Determine the number of lines in the data that include the word "content", and write only that number.

(Collected data entries)
--------

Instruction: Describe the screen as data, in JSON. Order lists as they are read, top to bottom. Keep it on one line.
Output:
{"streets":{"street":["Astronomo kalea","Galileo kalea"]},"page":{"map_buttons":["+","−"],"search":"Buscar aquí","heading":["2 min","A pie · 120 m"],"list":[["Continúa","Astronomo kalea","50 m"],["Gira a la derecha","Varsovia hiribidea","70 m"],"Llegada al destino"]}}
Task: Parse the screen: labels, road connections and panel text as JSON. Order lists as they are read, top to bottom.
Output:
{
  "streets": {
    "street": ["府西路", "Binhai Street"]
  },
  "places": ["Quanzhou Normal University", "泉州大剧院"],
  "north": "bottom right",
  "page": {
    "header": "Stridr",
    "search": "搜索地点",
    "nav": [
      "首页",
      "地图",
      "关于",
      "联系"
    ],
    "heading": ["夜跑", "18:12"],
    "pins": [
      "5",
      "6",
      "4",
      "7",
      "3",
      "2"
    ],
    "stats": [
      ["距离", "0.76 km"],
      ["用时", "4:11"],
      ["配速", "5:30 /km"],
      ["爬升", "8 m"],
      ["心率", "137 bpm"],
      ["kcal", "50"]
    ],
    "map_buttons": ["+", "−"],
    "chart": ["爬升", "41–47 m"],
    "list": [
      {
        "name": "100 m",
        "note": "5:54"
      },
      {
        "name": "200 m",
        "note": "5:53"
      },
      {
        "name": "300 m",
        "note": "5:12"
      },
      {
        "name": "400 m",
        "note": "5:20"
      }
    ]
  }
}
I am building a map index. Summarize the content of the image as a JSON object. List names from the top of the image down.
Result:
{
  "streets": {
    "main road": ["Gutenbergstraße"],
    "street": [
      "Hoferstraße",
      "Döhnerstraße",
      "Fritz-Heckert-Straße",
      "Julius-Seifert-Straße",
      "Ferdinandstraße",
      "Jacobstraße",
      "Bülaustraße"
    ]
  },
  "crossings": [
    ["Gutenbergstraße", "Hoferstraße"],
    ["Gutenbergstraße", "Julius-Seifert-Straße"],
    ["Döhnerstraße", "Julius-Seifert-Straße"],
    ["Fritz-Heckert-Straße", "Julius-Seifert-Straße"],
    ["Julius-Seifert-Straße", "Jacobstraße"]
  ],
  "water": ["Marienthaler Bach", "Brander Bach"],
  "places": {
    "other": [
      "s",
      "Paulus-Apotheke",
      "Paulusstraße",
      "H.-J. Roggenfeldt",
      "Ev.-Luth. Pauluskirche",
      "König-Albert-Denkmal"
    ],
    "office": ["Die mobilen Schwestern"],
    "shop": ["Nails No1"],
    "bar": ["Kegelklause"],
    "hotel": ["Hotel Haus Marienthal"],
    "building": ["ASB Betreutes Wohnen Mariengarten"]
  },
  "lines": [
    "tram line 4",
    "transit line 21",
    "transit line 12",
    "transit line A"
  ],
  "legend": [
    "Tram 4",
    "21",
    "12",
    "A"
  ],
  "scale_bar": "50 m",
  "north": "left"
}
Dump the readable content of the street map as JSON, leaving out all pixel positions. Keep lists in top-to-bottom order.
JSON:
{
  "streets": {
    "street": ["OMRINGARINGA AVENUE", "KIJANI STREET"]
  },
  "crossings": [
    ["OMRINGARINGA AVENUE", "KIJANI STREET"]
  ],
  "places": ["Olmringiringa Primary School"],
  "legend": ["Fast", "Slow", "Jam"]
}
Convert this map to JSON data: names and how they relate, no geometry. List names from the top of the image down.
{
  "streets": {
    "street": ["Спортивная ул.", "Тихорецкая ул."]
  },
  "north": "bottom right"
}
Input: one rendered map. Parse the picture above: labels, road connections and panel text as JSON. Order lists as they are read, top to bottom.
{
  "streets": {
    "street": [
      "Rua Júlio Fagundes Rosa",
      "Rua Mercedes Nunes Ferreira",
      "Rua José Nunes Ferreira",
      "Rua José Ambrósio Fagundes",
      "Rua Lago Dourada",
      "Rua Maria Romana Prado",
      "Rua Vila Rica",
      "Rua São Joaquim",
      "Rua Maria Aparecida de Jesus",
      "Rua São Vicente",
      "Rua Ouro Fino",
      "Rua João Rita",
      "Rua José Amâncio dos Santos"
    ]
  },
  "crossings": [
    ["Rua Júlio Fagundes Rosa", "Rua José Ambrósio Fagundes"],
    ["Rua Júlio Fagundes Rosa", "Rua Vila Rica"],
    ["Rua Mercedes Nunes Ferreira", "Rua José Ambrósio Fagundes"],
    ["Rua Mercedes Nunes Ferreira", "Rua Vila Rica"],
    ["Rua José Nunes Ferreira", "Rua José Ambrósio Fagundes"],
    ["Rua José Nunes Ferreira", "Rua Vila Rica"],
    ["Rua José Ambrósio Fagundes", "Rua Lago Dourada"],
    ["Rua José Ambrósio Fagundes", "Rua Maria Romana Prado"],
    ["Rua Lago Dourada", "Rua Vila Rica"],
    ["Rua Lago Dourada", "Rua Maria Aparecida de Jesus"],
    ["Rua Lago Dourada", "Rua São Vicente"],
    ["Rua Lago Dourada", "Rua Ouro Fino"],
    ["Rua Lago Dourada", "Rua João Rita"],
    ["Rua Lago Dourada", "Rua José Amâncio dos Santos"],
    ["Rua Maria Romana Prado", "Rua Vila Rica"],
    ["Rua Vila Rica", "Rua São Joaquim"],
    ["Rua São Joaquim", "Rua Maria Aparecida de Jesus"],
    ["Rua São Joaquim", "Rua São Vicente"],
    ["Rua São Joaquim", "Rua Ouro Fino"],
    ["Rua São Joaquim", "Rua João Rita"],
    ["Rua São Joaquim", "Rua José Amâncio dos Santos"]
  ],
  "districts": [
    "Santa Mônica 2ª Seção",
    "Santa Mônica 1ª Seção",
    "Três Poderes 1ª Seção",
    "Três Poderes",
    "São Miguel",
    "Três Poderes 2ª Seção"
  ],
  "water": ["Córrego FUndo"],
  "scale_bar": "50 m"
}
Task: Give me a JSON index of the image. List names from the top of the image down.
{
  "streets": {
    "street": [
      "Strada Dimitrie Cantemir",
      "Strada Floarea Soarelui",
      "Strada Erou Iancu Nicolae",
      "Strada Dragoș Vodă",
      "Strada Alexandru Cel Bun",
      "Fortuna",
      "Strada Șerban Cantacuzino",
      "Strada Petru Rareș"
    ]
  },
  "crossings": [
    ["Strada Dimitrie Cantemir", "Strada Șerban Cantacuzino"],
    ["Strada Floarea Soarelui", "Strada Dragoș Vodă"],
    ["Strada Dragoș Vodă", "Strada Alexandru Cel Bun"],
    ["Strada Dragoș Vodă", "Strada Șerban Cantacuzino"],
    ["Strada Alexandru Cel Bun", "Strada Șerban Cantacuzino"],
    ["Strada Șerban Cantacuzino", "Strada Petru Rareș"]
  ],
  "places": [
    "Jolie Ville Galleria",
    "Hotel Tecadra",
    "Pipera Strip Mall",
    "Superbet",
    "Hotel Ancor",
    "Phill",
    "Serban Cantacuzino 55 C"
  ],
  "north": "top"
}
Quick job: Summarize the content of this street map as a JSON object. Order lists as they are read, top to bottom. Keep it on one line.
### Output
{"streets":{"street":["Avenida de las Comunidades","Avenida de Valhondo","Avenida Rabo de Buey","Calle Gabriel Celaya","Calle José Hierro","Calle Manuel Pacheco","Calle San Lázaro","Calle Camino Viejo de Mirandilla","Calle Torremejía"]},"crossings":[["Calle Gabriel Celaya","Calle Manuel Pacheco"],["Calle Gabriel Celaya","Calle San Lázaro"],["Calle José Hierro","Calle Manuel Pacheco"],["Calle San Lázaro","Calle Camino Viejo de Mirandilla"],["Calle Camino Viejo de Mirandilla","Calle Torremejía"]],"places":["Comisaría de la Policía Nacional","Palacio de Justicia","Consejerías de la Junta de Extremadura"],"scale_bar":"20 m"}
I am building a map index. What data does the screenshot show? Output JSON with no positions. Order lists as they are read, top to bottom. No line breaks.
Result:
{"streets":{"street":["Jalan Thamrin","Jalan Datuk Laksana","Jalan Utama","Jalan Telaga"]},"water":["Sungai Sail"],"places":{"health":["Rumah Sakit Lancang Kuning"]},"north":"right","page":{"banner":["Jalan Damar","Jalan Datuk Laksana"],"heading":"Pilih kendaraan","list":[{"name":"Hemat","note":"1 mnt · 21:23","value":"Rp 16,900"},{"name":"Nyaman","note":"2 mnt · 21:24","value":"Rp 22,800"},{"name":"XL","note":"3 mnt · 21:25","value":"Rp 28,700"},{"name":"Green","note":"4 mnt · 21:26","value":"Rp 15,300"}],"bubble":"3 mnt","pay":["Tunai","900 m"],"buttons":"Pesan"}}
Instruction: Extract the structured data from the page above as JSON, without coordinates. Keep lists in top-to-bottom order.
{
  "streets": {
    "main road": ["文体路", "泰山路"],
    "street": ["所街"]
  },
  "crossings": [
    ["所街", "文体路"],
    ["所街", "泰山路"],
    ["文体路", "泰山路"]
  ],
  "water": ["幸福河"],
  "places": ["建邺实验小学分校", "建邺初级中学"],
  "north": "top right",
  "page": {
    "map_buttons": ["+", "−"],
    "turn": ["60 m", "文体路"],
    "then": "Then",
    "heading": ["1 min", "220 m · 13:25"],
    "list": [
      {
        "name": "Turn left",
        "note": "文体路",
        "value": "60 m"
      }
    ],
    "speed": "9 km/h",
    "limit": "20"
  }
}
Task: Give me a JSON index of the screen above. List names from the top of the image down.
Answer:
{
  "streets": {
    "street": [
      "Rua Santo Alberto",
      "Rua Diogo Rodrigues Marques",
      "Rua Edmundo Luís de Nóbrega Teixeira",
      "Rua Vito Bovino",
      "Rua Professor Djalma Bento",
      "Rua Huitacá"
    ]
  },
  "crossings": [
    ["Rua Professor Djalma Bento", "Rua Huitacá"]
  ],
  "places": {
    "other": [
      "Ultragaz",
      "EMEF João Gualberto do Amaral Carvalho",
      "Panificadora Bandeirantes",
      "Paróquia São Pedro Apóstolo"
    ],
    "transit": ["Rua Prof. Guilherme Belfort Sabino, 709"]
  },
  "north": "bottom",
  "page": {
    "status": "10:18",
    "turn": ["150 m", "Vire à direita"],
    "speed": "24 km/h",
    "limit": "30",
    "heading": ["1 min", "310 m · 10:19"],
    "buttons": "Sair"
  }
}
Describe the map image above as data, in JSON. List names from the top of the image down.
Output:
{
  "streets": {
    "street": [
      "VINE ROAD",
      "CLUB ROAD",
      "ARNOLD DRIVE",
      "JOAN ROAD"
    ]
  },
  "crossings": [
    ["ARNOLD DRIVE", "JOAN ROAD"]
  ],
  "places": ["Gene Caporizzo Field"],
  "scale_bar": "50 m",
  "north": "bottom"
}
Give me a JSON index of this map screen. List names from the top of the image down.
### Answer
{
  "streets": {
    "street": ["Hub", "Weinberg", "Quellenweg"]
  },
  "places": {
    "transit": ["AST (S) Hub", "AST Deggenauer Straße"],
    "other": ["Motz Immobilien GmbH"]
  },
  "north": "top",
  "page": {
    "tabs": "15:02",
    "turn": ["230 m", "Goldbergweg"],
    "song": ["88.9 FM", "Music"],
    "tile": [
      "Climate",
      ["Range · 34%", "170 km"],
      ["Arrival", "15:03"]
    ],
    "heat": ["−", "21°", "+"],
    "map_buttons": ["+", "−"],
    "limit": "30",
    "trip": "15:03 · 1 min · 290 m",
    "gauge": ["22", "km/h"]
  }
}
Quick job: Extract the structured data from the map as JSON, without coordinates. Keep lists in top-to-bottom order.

--------

§ **Solution to this problem**:
3